Stored dataset items:
=== Section Start ===
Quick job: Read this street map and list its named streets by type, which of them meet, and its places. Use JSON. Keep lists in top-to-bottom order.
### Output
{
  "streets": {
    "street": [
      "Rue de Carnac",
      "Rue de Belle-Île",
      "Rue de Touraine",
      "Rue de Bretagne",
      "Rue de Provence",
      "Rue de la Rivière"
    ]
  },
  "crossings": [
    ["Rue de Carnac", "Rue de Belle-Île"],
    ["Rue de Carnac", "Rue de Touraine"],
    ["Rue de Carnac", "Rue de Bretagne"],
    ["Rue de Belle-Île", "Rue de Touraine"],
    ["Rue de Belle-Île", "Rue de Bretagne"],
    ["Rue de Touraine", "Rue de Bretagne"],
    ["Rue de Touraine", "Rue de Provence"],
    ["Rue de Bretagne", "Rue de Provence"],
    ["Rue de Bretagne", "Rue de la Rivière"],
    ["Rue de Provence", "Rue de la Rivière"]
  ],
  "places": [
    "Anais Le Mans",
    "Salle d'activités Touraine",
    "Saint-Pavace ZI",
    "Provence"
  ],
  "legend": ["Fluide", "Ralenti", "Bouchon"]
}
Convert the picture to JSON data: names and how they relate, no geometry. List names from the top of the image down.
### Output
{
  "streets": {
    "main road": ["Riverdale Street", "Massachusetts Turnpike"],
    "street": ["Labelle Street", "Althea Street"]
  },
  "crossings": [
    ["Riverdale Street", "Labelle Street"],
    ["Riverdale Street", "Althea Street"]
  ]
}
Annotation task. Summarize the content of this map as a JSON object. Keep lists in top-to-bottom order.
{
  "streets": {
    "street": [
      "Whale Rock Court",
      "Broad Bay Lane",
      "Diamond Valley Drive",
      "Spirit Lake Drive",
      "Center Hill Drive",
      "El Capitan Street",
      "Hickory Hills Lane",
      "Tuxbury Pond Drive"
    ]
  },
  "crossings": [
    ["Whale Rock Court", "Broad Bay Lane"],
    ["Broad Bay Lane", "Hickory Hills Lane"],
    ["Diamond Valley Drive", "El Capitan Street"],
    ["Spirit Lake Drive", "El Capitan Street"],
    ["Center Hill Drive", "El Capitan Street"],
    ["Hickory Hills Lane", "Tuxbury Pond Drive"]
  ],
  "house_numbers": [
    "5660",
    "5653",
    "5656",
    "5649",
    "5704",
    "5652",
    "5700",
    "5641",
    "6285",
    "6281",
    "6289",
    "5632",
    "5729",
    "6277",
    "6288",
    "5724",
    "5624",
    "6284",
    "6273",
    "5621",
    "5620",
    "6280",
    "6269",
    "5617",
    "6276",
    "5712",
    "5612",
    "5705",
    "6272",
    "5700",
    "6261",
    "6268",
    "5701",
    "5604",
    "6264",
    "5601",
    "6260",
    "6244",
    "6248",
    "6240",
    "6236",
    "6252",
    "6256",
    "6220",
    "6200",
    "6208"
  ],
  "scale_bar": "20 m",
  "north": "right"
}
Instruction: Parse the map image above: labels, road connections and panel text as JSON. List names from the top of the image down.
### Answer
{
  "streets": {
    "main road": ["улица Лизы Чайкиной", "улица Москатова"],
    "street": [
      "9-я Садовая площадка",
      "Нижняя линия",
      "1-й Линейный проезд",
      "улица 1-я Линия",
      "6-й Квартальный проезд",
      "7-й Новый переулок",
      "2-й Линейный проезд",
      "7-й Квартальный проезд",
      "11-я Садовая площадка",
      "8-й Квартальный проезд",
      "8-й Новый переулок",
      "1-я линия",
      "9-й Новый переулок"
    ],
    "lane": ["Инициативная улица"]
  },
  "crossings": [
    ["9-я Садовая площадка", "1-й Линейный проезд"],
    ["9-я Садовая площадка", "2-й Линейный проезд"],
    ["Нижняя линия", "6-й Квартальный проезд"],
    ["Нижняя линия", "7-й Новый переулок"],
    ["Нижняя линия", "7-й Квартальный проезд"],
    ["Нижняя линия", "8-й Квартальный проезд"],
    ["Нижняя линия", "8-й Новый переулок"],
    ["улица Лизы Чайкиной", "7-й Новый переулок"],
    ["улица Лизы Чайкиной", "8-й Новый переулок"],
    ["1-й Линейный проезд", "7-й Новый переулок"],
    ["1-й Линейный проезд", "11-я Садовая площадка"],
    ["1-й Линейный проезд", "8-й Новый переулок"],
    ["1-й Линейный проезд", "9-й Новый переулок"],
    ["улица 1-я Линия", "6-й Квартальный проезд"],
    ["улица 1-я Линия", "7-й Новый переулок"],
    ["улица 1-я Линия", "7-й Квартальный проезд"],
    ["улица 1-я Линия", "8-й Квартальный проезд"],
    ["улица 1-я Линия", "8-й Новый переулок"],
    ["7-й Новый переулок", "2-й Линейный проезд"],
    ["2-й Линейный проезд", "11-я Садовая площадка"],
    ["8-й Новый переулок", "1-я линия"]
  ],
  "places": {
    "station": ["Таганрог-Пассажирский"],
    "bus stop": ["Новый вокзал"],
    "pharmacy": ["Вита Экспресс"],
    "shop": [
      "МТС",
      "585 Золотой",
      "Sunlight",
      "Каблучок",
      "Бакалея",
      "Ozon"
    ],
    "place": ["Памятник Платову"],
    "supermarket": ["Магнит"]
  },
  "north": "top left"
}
=== Section End ===
__What needs to be done__.
Would you copy all lines in the records where the string "Labelle" appears?

__Expected answer__.
    "street": ["Labelle Street", "Althea Street"]
    ["Riverdale Street", "Labelle Street"],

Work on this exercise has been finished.